Check each line of the entries below for the string "hidden"; copy every line where it appears.

== Supplied records ==

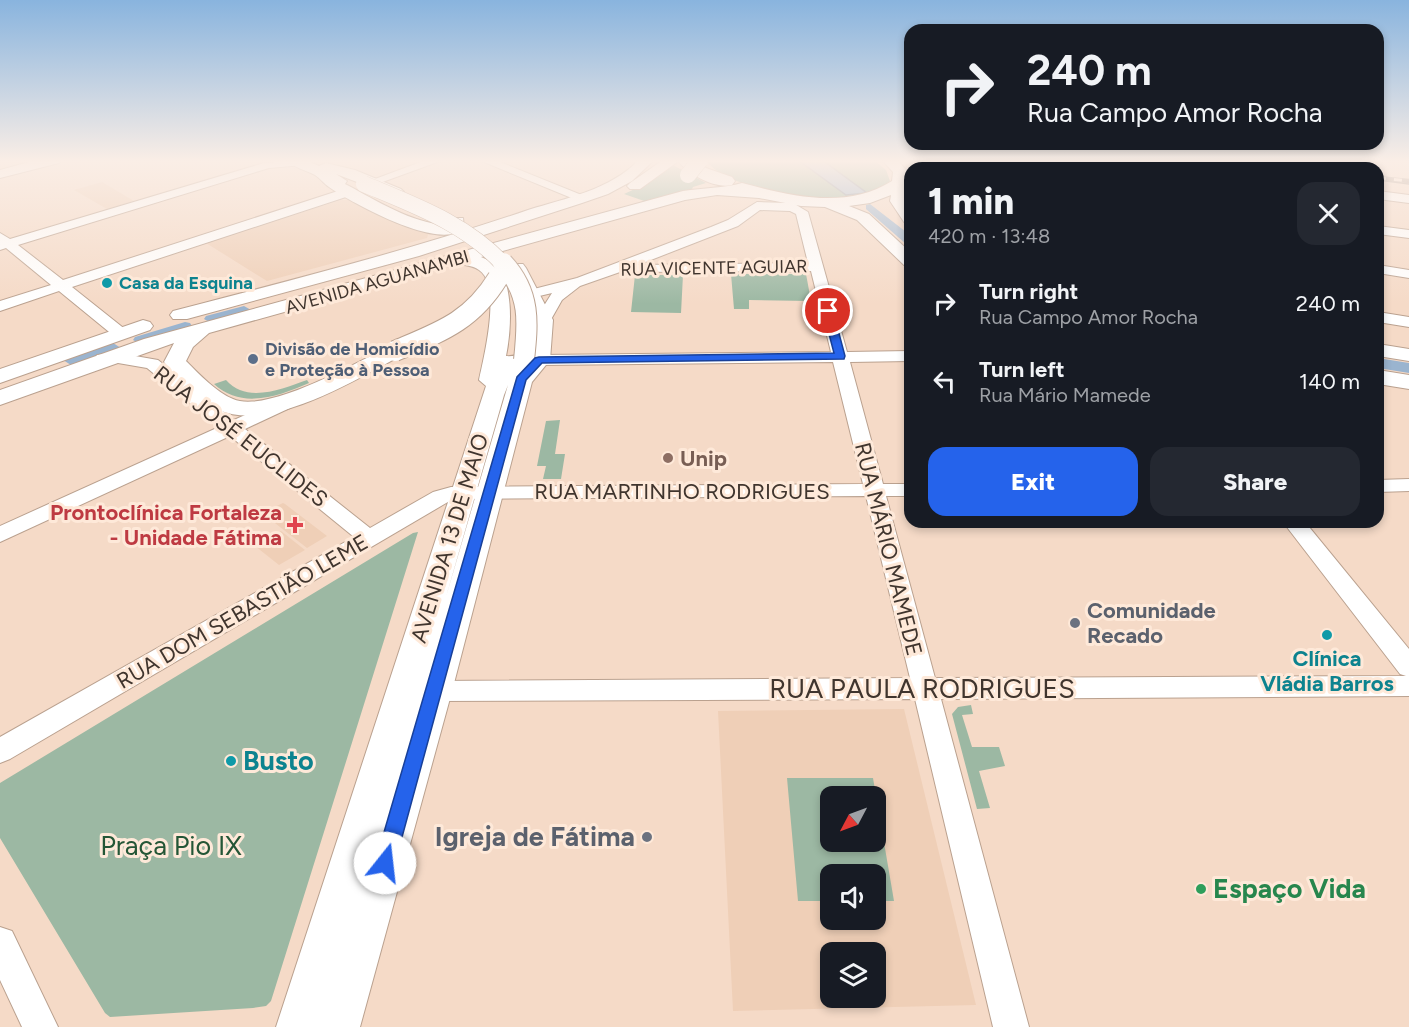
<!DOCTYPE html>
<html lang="en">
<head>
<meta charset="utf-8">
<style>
	:root { --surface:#171b24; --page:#242831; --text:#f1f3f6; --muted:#9ea1a6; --accent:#2563eb }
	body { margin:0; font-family:Figtree,sans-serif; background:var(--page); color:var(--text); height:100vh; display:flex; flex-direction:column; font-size:22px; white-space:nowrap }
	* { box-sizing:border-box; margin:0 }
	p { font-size:20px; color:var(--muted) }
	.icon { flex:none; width:33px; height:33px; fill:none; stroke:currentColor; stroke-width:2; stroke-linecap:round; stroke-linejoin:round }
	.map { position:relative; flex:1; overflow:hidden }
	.sheet { position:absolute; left:904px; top:162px; width:480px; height:366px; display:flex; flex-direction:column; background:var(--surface); border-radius:18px; box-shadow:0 3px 9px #0003 }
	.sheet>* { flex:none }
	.banner { position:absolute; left:904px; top:24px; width:480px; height:126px; border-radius:18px; box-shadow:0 3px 9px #0003; background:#171b24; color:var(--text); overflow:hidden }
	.needle { width:39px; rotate:229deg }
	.tools { position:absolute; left:820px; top:786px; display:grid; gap:12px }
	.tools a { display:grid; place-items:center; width:66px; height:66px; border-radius:12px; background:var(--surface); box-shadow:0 3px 9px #0003; font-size:30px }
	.pin { position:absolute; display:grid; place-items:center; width:51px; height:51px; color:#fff; margin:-26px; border:3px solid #fff; border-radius:50%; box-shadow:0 2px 6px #0007 }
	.me { position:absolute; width:66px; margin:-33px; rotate:16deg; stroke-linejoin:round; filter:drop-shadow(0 0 4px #0008) }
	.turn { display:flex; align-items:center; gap:21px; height:126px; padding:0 24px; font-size:27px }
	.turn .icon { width:78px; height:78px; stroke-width:2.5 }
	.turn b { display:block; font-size:42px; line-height:51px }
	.round { display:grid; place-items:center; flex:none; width:63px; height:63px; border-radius:18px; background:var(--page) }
	.headline { display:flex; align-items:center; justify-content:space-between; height:102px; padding:0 24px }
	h1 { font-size:36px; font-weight:800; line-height:45px }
	.action { display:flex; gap:12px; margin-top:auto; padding:12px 24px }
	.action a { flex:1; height:69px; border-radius:18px; background:var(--accent); color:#fff; font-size:24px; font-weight:800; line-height:69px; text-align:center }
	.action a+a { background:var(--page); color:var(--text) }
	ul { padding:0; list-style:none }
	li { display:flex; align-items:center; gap:18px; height:78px; padding:0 24px }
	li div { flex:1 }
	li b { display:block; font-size:22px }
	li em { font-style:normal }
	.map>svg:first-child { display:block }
	.built { fill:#efcfb7; fill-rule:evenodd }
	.green { fill:#9cb8a3; fill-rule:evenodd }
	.water { fill:#9ab4cf; stroke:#7f8e9f; stroke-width:1.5 }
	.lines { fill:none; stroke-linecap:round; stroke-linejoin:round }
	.canal { fill:#9ab4cf; fill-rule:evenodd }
	.minor-casing { stroke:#baa18f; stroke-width:2 }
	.major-casing { stroke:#baa18f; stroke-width:2 }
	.highway-casing { stroke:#baa18f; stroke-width:2 }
	.minor { fill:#fff; fill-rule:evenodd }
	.major { fill:#fff; fill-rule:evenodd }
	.highway { fill:#fff; fill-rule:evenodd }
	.tram { stroke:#9c897c; stroke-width:1.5 }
	.rail-casing { stroke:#9c897c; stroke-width:4.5 }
	.rail { stroke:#fee9d9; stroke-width:3; stroke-dasharray:8; stroke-linecap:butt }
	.major-bridge-far1-casing { stroke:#baa18f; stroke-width:17; stroke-linecap:butt }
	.major-bridge-casing { stroke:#baa18f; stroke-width:22; stroke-linecap:butt }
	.major-bridge-far1 { stroke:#fff; stroke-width:16 }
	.major-bridge { stroke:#fff; stroke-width:20 }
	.route { fill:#2563eb; stroke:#184099; stroke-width:1.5 }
	.culture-dot { fill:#0f9aa8; stroke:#fee9d9; stroke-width:2 }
	.service-dot { fill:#5c6f8a; stroke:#fee9d9; stroke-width:2 }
	.education-dot { fill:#8d6e63; stroke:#fee9d9; stroke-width:2 }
	.health-dot { fill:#e0444e; stroke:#fee9d9; stroke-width:2 }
	.worship-dot { fill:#6b7280; stroke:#fee9d9; stroke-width:2 }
	.leisure-dot { fill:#2e9e5b; stroke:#fee9d9; stroke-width:2 }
	.labels { text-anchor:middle; stroke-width:6; stroke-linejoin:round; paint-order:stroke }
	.far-street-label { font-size:18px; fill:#40352e; stroke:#fee9d9 }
	.far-culture-label { font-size:18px; font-weight:bold; fill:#0d838f; stroke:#fee9d9; text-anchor:start }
	.far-service-label { font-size:18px; font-weight:bold; fill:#4e5e75; stroke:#fee9d9; text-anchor:start }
	.street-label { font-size:22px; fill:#40352e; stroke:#fee9d9 }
	.education-label { font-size:22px; font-weight:bold; fill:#785e54; stroke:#fee9d9; text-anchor:start }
	.health-label { font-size:22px; font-weight:bold; fill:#be3a42; stroke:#fee9d9; text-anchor:end }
	.worship-label { font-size:22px; font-weight:bold; fill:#5b616d; stroke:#fee9d9; text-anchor:start }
	.culture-label { font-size:22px; font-weight:bold; fill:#0d838f; stroke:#fee9d9 }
	.near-street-label { font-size:27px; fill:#40352e; stroke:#fee9d9 }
	.near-culture-label { font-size:27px; font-weight:bold; fill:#0d838f; stroke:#fee9d9; text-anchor:start }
	.near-worship-label { font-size:27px; font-weight:bold; fill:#5b616d; stroke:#fee9d9; text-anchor:end }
	.near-park-label { font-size:27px; fill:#245636; stroke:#fee9d9 }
	.near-leisure-label { font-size:27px; font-weight:bold; fill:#27864d; stroke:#fee9d9; text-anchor:start }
</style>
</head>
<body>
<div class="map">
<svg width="1409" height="1027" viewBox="0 0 1409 1027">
	<rect width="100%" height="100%" fill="#f5dac7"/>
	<!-- built -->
	<path class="built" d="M102,182l32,19 -27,8 -33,-19z
		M341,200h14l74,32 -2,6 -160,43 -61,-38z
		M283,503l2,1 42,32 -20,12 -45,-35z
		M281,531l24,19 -26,15 -24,-19z
		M904,709l72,296 -243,6 -15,-300zM831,796h45v46h-45zM831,874h45v46h-45zM831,952h45v46h-45z"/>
	<!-- green -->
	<path class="green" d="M706,160h168l12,10 4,11 -5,6c-11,4 -23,9 -35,10 -32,5 -126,-8 -144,-37z
		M673,165l33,18 -13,4 -2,4 -41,12 -26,-9 26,-12z
		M731,274h75l5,27 -62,-1v9h-15z
		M635,275h48l-2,38 -50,-1z
		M226,380c21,24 56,9 81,0l2,3c-30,13 -67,27 -95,1z
		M560,420l-5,34h10l-4,25h-18l3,-13h-9l9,-45z
		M418,532l-147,469 -5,5 -13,2 -143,9 -5,-4 -105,-175v-55l413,-250z
		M971,705l2,9 -11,1 10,32h27l6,19 -26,5 11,37 -13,1 -25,-95 6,-7z
		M787,778h86l21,123h-18v-27h-45v27h-33zM831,796h45v46h-45z"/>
	<!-- water -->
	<path class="water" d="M798,160h24l45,33 -21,2z"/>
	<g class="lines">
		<!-- canal -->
		<path class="canal" d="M870,204l40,31v10l-4,-1 -40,-35v-4z
			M244,306l7,4 -2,3 -38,10 -7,-4 2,-3z
			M185,322l5,1 2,3 -2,3 -50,15 -7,-4 2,-3z
			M113,343l8,5 -3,3 -47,14 -8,-5 3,-3z
			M1378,358l31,5v10l-31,-5z"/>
		<!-- minor casing -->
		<g class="minor-casing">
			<path id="minor" d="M301,160l4,3 -2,2 -34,3 -251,77 45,35 281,-91h8l2,3 -2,3 -280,92 54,43 2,3 -2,3h-12l-55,-45 -59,20v-10l51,-16 -45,-37 -6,2v-17l10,6 254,-76z
				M426,160h17l-66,24 -4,2 -6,-4z
				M479,160h16l94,38 -2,3h-8z
				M963,160h18l21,8h-18z
				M1065,160h14l-13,8h-15z
				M1106,160c17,0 55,-2 68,8 -18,0 -55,2 -68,-8z
				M1378,191l31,4v8l-31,-4z
				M757,202l36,1 15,9 39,140 63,-1v10l-60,1 33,122h27v12h-24l49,182 471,-2 -6,-2 -117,-152h22l104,127v47l-468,3 88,328h-36l-78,-328 -480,2 -9,-3 -4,-7 4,-7 9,-3 475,-3 -44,-182 -413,3 -443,260 -10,4v-26l354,-200 -124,-101 -230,106v-16l219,-99 -72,-59 -29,-5h-21l-2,-4 2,-4 21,-2 40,7 76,60 46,-21h12l3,4 -3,4 -47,22 125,99 63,-36 18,-5 412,-3 -30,-122 -294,3 -8,-5 8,-5 292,-3 -20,-81 -191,1 -40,14 -18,14 -13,23h-12l-2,-3 17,-27 -21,5 -7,-4 2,-3 51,-13 134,-51 17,-7zM760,210l30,1 6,3 12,49 -170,2 100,-39z
				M1378,226l31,4v8l-31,-4z
				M1378,265l31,5v8l-31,-5z
				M1378,312l31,5v10l-31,-5z
				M1409,479v12l-31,1v-12z
				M0,927l12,4 46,96h-36l-22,-47z"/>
		</g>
		<!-- major casing -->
		<g class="major-casing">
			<path id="major" d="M36,160h25l-2,3 -59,15v-8z
				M287,160h19l13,6 7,-3 29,7 46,19 3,3 -8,5 -5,-2 -55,-21 11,7 -2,3 4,2c26,14 70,41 99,38l3,-6h12l1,9c-20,27 -114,-25 -135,-40 -5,-3 -9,-9 -14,-12 -9,-5 -21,-7 -28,-15z
				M639,160h15l-22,21 -24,13 -26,9 -163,53 -232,63h-14l-3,-4 3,-4c119,-31 238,-61 355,-101 38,-12 82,-20 111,-50z
				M663,160h17l-40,29h-10l-3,-3 3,-3z
				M882,160h15l10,11 -1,30 4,7v16l-6,-2 -14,-21 1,-6 -21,8 -21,3 20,8 41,38v14l-6,-1 -47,-45 -32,-13 -24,-1 -42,-8 -42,-3 -32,5 -204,57c4,2 10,4 13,6 21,18 17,69 12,93 8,1 14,-3 23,-1l4,-35 -25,-52 3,-4h12l3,4 27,52 -3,40 -18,22 -80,309 -92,336h-84l210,-641 -7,-6c5,-23 23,-95 0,-110 -7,-5 -15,-5 -23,-6l-247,69 -16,14 -7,14c13,13 30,31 47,38 33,15 123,-36 155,-52l7,-2 7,2 4,4 -4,4c-45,24 -132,78 -183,55 -20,-8 -43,-31 -55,-48l10,-19 -174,62v-15l144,-51 539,-148c20,-3 41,-3 59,-8 49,13 104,27 150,-2l1,-9zM508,385l-62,212 58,-202z
				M143,320l7,2 3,4 -3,4 -150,53v-14z
				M1378,344l31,5v12l-31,-5z
				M1378,370l31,5v14l-31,-5z"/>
		</g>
		<!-- highway casing -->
		<g class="highway-casing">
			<path id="highway" d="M677,160h19l10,8 26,9 3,4 -3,4c-18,4 -44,-11 -55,-25z"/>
		</g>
		<!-- minor -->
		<use href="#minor" class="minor"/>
		<!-- major -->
		<use href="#major" class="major"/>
		<!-- highway -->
		<use href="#highway" class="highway"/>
		<!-- tram -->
		<path class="tram" d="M1191,160l24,3
			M1208,160l68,8
			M1378,180l31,4"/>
		<!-- rail casing -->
		<g class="rail-casing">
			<path id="rail" d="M1233,160l67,8
				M1378,178l31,3"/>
		</g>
		<!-- rail -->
		<use href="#rail" class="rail"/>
		<!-- major-bridge-far1 casing -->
		<g class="major-bridge-far1-casing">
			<path id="major-bridge-far1" d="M688,175l12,-15
				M364,184c50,21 103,40 140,81"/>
		</g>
		<!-- major-bridge casing -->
		<g class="major-bridge-casing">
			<path id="major-bridge" d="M503,263c28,30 25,60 21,97
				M395,351c45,-19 76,-29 103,-73"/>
		</g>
		<!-- major-bridge-far1 -->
		<use href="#major-bridge-far1" class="major-bridge-far1"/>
		<!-- major-bridge -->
		<use href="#major-bridge" class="major-bridge"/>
	</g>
	<!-- sky -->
	<linearGradient id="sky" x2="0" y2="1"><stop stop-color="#89b4de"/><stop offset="0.53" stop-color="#faeee6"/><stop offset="1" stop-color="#faeee6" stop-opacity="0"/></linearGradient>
	<rect width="1409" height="304" fill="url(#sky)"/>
	<!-- route -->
	<path class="route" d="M828,308l5,3 12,45 -1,3 -302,4 -16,17 -131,483 -3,7 -7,3 -7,-3 -3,-7 142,-486 18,-19 4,-1 295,-4 -11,-42z"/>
	<!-- markers -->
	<g class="culture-dot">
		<circle cx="107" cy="283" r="6"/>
		<circle cx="1327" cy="635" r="6"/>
		<circle cx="231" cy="761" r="6"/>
	</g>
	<circle class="service-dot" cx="253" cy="359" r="6"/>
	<circle class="education-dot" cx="668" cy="458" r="6"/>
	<path class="health-dot" d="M292 516h6v6h6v6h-6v6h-6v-6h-6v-6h6z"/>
	<g class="worship-dot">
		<circle cx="1075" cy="623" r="6"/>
		<circle cx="647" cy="837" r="6"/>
	</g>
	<circle class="leisure-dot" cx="1201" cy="889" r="6"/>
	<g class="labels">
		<!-- far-street labels -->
		<g class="far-street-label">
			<text transform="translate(714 268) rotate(-1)" y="6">RUA VICENTE AGUIAR</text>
			<text transform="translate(377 282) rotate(-16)" y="6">AVENIDA AGUANAMBI</text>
		</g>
		<!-- far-culture labels -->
		<g class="far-culture-label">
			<text x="119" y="289">Casa da Esquina</text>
		</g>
		<!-- far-service labels -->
		<g class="far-service-label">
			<text x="265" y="355">Divisão de Homicídio<tspan x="265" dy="21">e Proteção à Pessoa</tspan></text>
		</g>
		<!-- street labels -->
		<g class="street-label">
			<text transform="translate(241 436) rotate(38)" y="8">RUA JOSÉ EUCLIDES</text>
			<text x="682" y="499">RUA MARTINHO RODRIGUES</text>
			<text transform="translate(449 538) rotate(-73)" y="8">AVENIDA 13 DE MAIO</text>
			<text transform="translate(889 549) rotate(76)" y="8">RUA MÁRIO MAMEDE</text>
			<text transform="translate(242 611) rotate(-30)" y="8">RUA DOM SEBASTIÃO LEME</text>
		</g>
		<!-- education labels -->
		<g class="education-label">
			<text x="680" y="466">Unip</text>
		</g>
		<!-- health labels -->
		<g class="health-label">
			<text x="282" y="520">Prontoclínica Fortaleza<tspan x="282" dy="25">- Unidade Fátima</tspan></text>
		</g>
		<!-- worship labels -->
		<g class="worship-label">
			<text x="1087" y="618">Comunidade<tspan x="1087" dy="25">Recado</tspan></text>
		</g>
		<!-- culture labels -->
		<g class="culture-label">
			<text x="1327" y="666">Clínica<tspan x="1327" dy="25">Vládia Barros</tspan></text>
		</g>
		<!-- near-street labels -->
		<g class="near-street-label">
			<text x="922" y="698">RUA PAULA RODRIGUES</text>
		</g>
		<!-- near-culture labels -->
		<g class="near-culture-label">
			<text x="243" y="770">Busto</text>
		</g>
		<!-- near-worship labels -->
		<g class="near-worship-label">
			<text x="635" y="846">Igreja de Fátima</text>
		</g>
		<!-- near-park labels -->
		<g class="near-park-label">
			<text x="171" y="855">Praça Pio IX</text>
		</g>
		<!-- near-leisure labels -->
		<g class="near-leisure-label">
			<text x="1213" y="898">Espaço Vida</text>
		</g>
	</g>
</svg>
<div class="tools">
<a><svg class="needle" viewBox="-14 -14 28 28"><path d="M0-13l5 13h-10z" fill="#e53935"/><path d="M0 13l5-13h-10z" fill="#9ea1a6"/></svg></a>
<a><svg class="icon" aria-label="sound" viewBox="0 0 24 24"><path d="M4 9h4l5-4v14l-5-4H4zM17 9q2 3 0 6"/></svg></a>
<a><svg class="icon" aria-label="layers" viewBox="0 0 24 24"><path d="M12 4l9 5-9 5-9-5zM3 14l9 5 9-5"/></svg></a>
</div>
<div class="pin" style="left:828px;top:311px;background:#d93025"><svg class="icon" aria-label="arrive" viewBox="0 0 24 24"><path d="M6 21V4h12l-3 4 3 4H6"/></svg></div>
<svg class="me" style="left:385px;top:863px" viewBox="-20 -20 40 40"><circle r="19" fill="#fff"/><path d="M0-13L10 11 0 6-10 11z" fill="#2563eb"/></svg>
<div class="banner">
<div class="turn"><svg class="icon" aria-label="right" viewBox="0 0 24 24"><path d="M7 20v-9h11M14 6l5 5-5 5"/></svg><div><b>240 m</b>Rua Campo Amor Rocha</div></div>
</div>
<section class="sheet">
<div class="headline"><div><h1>1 min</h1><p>420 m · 13:48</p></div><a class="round"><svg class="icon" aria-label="close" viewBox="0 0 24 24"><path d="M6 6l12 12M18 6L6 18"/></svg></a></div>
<ul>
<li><svg class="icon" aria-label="right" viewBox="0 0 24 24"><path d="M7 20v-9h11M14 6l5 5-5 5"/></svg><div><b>Turn right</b><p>Rua Campo Amor Rocha</p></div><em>240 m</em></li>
<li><svg class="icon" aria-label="left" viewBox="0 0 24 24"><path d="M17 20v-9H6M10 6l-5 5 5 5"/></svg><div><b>Turn left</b><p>Rua Mário Mamede</p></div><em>140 m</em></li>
</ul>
<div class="action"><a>Exit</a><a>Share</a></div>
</section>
</div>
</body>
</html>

===

Expected answer
	.map { position:relative; flex:1; overflow:hidden }
	.banner { position:absolute; left:904px; top:24px; width:480px; height:126px; border-radius:18px; box-shadow:0 3px 9px #0003; background:#171b24; color:var(--text); overflow:hidden }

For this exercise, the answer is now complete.